According to a study published this week in the journal Nature Scientific Reports, spending 120 minutes a week strolling a tree-lined street or sitting by a lake can greatly enhance a person's overall sense of well-being. Less time didn't yield any significant benefit, the research showed...


Here's the link.

https://www.greenwichtime.com/news/article/People-who-spend-more-time-outdoors-lead-more-14025910.php

As always you can quibble with the conclusions and details of the article, as I'm so prone to do, but isn't that one thing we all like about metal detecting or treasure hunting.  You have to be out there.

There is something about feeling the sun, wind and rain.  I like being barefoot.  I like feeling the grass or sand beneath my feet, and will accept the risk of fire ants or other dangers.  I like when it is stormy and nature is getting a little frisky.  You feel nature even more.

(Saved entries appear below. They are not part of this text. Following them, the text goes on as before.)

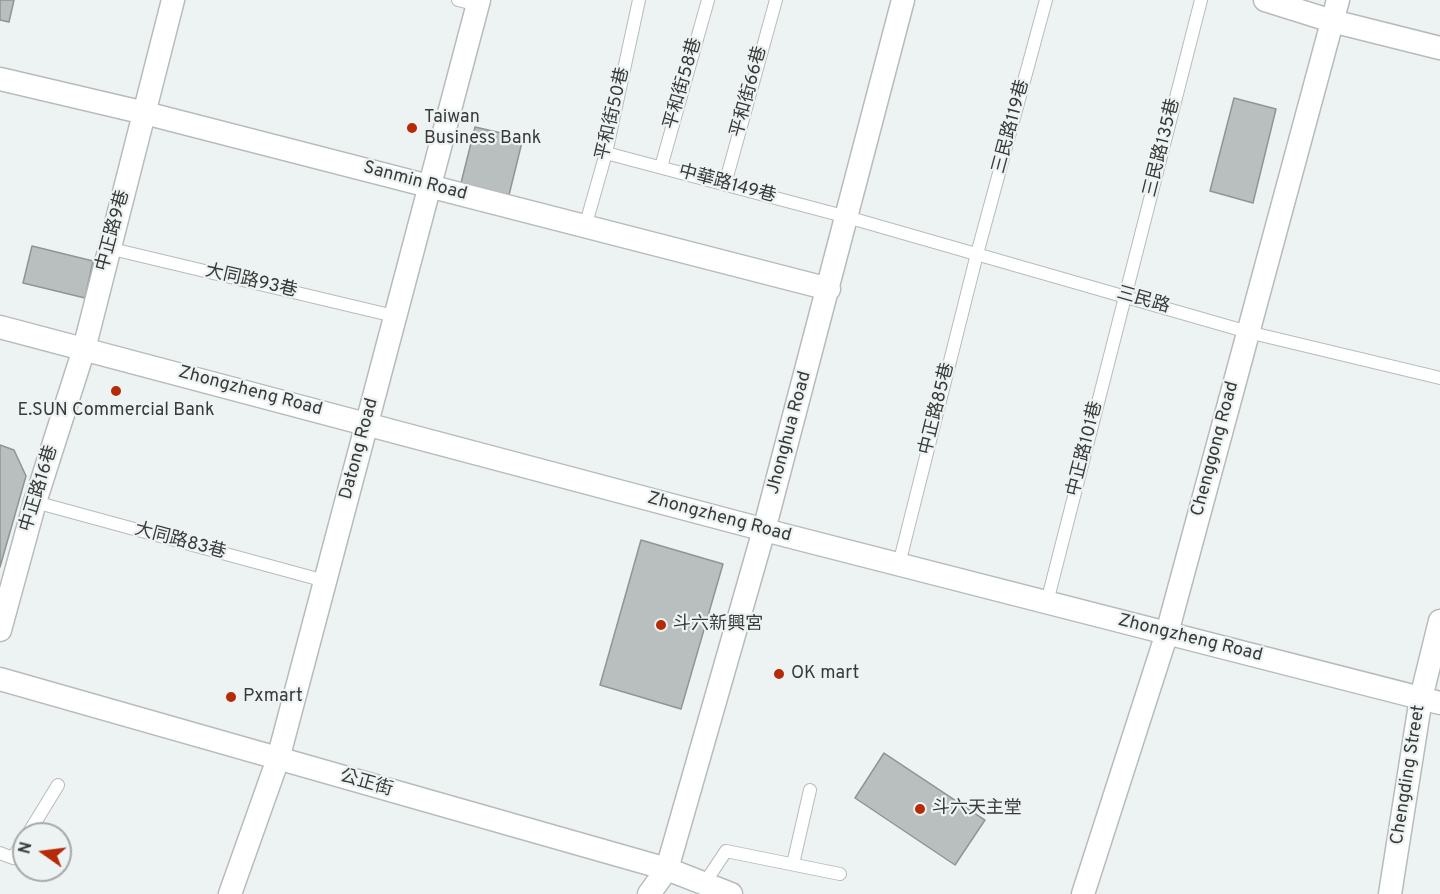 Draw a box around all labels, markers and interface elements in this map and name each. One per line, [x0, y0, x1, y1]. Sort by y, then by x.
street label: 平和街58巷 [661, 36, 707, 132]
street label: 平和街66巷 [727, 44, 773, 140]
street label: 平和街50巷 [593, 65, 635, 163]
street label: 三民路119巷 [989, 78, 1035, 176]
street label: 三民路135巷 [1140, 97, 1186, 199]
place label: Taiwan Business Bank [424, 107, 541, 150]
marker: Taiwan Business Bank [405, 121, 419, 135]
street label: Sanmin Road [361, 158, 469, 206]
street label: 中華路149巷 [676, 162, 778, 208]
street label: 中正路9巷 [93, 188, 135, 274]
street label: 大同路93巷 [203, 261, 299, 303]
street label: 三民路 [1114, 283, 1172, 319]
street label: 中正路85巷 [916, 361, 960, 457]
street label: Zhongzheng Road [176, 362, 324, 422]
street label: Jhonghua Road [763, 369, 817, 497]
street label: Chenggong Road [1188, 379, 1244, 519]
marker: E.SUN Commercial Bank [109, 384, 123, 398]
street label: Datong Road [336, 396, 384, 502]
street label: 中正路101巷 [1064, 399, 1108, 499]
place label: E.SUN Commercial Bank [17, 400, 215, 422]
street label: 中正路16巷 [17, 443, 63, 535]
street label: Zhongzheng Road [645, 488, 793, 548]
street label: 大同路83巷 [132, 519, 228, 565]
street label: Zhongzheng Road [1115, 611, 1265, 667]
place label: 斗六新興宮 [673, 614, 763, 636]
marker: 斗六新興宮 [654, 618, 668, 632]
place label: OK mart [791, 663, 859, 685]
marker: OK mart [772, 667, 786, 681]
place label: Pxmart [243, 686, 303, 708]
marker: Pxmart [224, 690, 238, 704]
street label: Chengding Street [1387, 703, 1431, 847]
street label: 公正街 [337, 766, 395, 802]
place label: 斗六天主堂 [932, 798, 1022, 820]
marker: 斗六天主堂 [913, 802, 927, 816]
north arrow [12, 822, 72, 882]
text: N [15, 840, 38, 856] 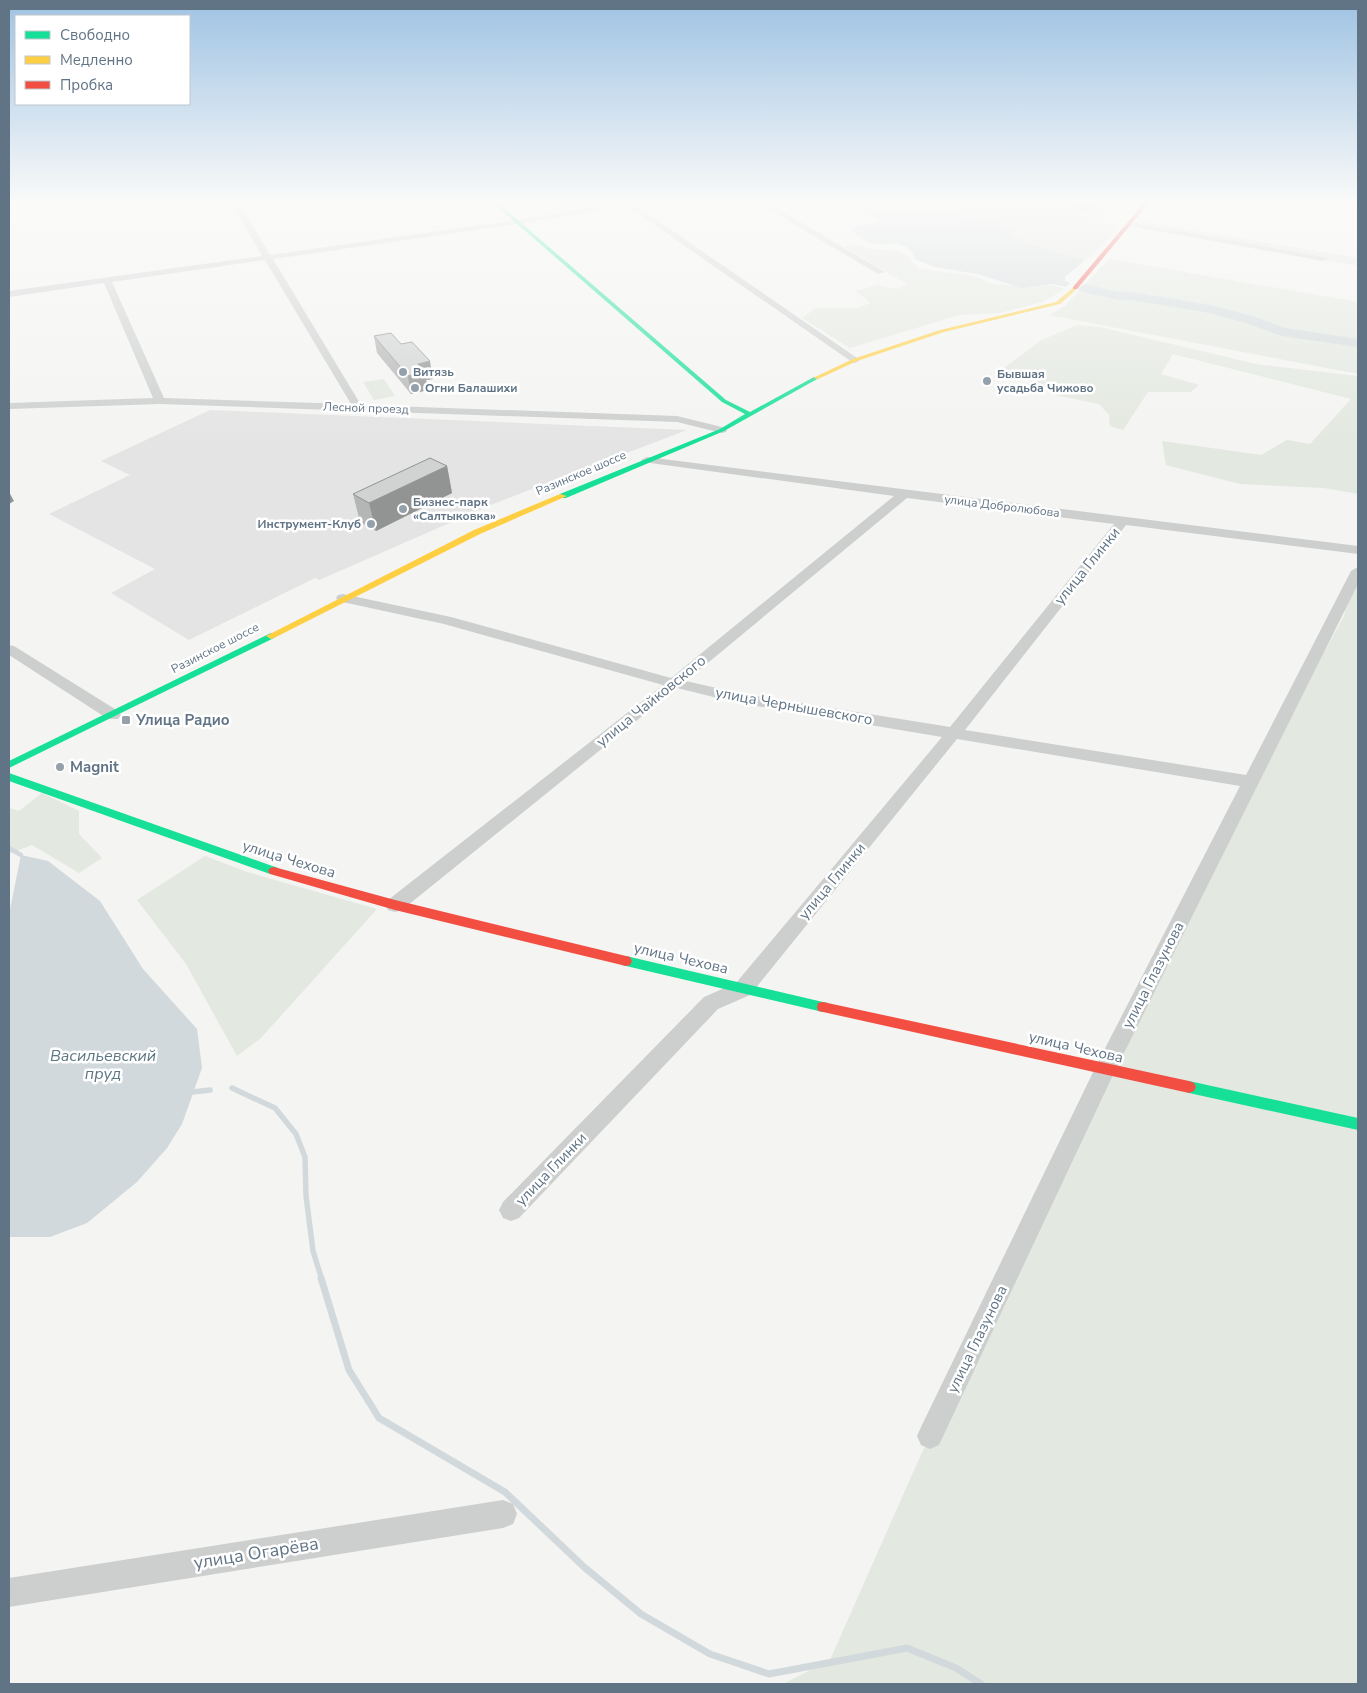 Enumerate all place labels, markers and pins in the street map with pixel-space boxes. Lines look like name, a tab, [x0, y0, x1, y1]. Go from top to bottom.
place label: Витязь	[413, 364, 454, 380]
marker: Витязь	[397, 366, 409, 378]
place label: Бывшая усадьба Чижово	[997, 366, 1094, 396]
marker: Бывшая усадьба Чижово	[981, 375, 993, 387]
place label: Огни Балашихи	[425, 380, 518, 396]
marker: Огни Балашихи	[409, 382, 421, 394]
place label: Бизнес-парк «Салтыковка»	[413, 494, 496, 524]
marker: Бизнес-парк «Салтыковка»	[397, 503, 409, 515]
place label: Инструмент-Клуб	[258, 516, 361, 532]
marker: Инструмент-Клуб	[365, 518, 377, 530]
place label: Улица Радио	[135, 710, 230, 730]
marker: Улица Радио	[120, 714, 132, 726]
place label: Magnit	[70, 757, 119, 777]
marker: Magnit	[54, 761, 66, 773]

On the other hand, there is the garbage and pollution littering the out doors.

Millions of tons of plastic enter the oceans every year, polluting our seas, littering our beaches and endangering wildlife.

Plastic can take centuries to break down, and instead of quietly disappearing beneath the waves, it has a way of coming back to haunt us.

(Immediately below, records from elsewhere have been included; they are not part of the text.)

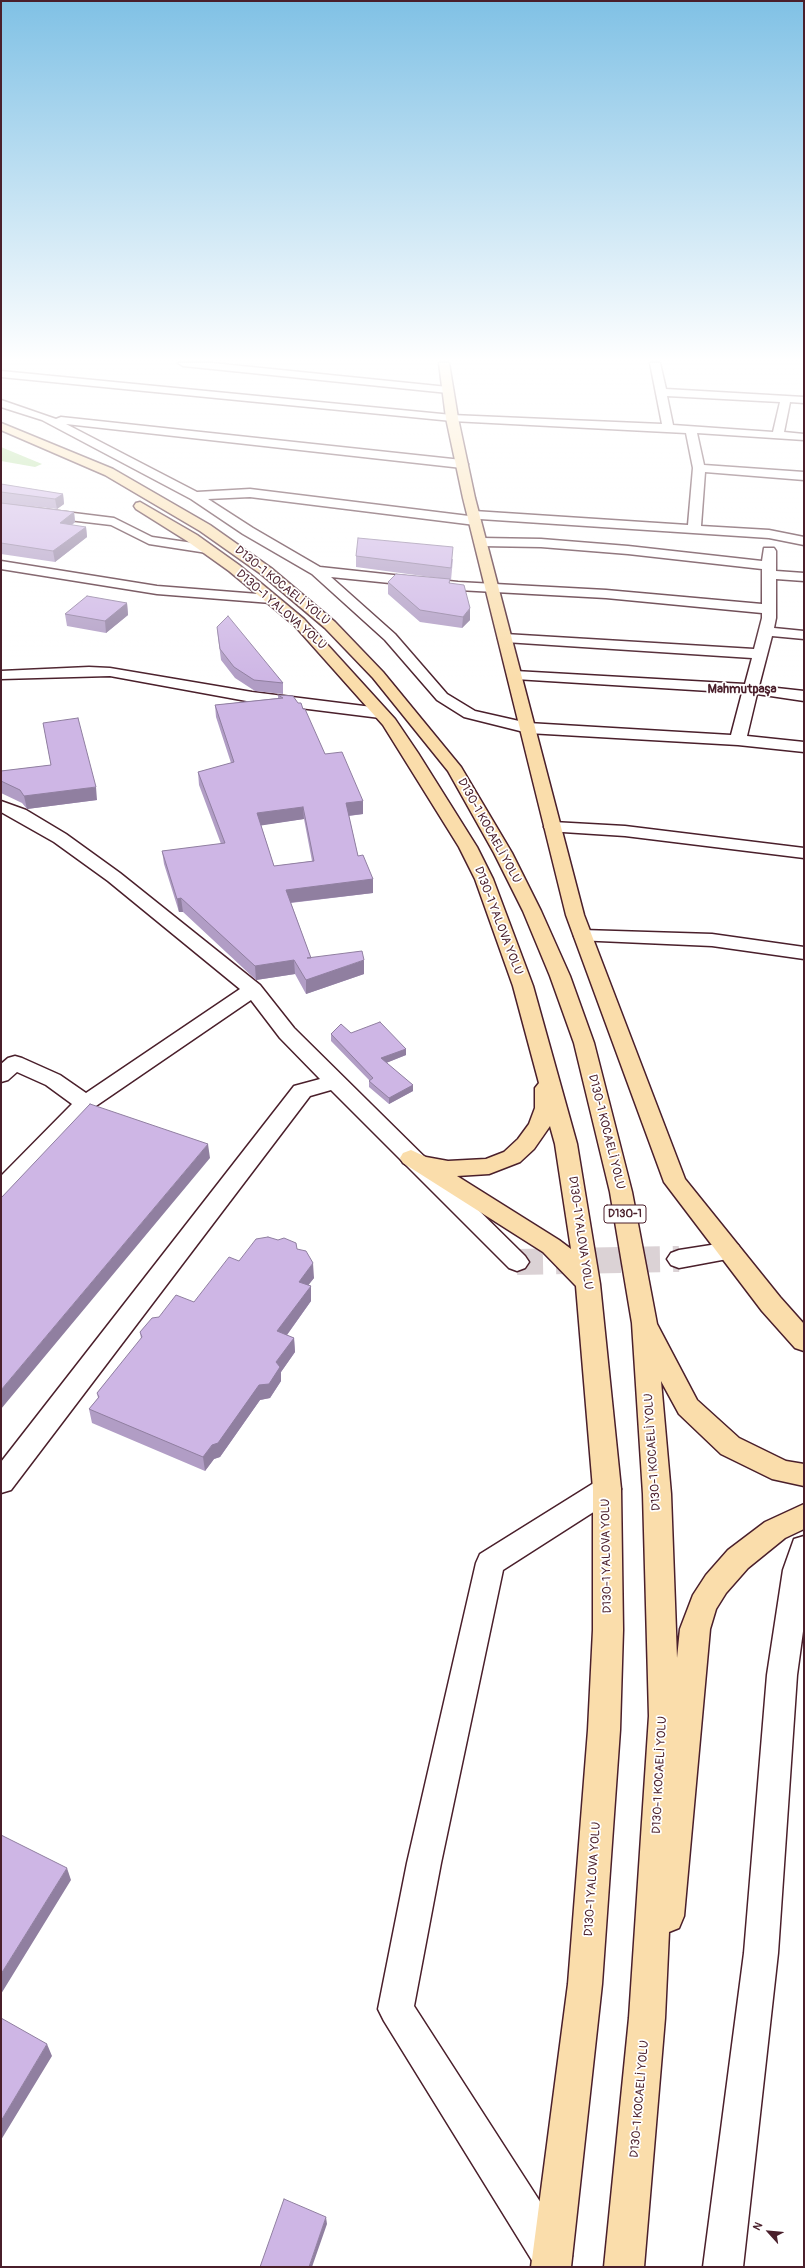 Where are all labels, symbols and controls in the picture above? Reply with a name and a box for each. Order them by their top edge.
street label: D130-1 KOCAELİ YOLU [232,543,332,629]
street label: D130-1 YALOVA YOLU [233,567,329,653]
district label: Mahmutpaşa [708,682,776,698]
street label: D130-1 KOCAELİ YOLU [454,776,524,886]
street label: D130-1 YALOVA YOLU [471,865,525,977]
street label: D130-1 KOCAELİ YOLU [585,1073,627,1191]
street label: D130-1 YALOVA YOLU [565,1175,595,1291]
road number: D130-1 [604,1205,646,1223]
street label: D130-1 KOCAELİ YOLU [642,1393,664,1511]
street label: D130-1 YALOVA YOLU [599,1499,615,1613]
street label: D130-1 KOCAELİ YOLU [650,1716,670,1834]
street label: D130-1 YALOVA YOLU [582,1821,604,1937]
street label: D130-1 KOCAELİ YOLU [628,2040,652,2158]
north arrow [749,2212,789,2252]
text: N [750,2220,765,2233] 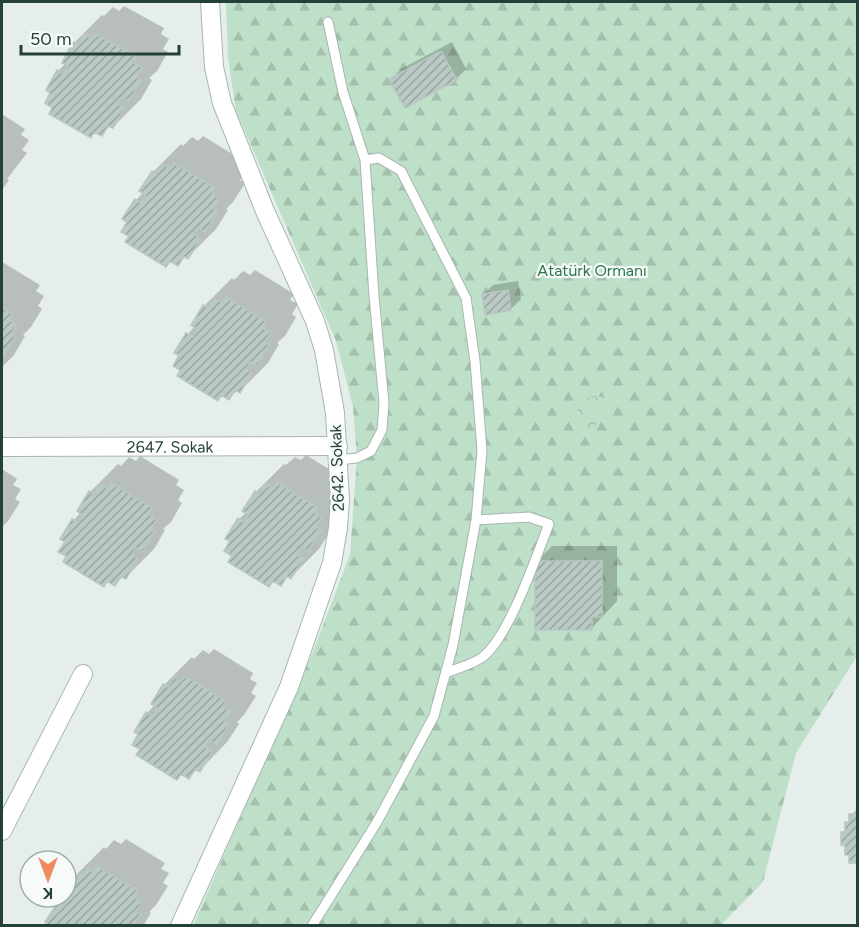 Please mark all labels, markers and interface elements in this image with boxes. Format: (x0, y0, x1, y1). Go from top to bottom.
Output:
scale bar (21, 18, 178, 56)
text: 50 m (30, 28, 72, 50)
park label: Atatürk Ormanı (537, 261, 647, 280)
street label: 2642. Sokak (326, 424, 348, 512)
street label: 2647. Sokak (127, 437, 213, 456)
north arrow (18, 849, 78, 909)
text: K (42, 884, 53, 903)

Almost 1 million shoes and over 370,000 toothbrushes were among more than 400 million pieces of plastic recently found washed up on a remote group of islands in the Indian Ocean.

Great chunks of plastic have been found inside the stomachs of everything from seabirds to whales, while tiny microplastics are eaten by fish and other sea creatures, ending up as part of the food chain...
See https://www.cnn.com/2019/06/24/health/plastic-pollution-rivers-oceans-scn-intl/index.html

The litter makes me a little sad.  It intrudes on nature, and makes it a little less "natural."  Litter seems to intrude upon nature and removes some of the healthy-giving and aesthetic benefits.

One of the side benefits of the dig-everything and take-everything philosophy that I encourage, is that it leaves the environment a little better than you found it.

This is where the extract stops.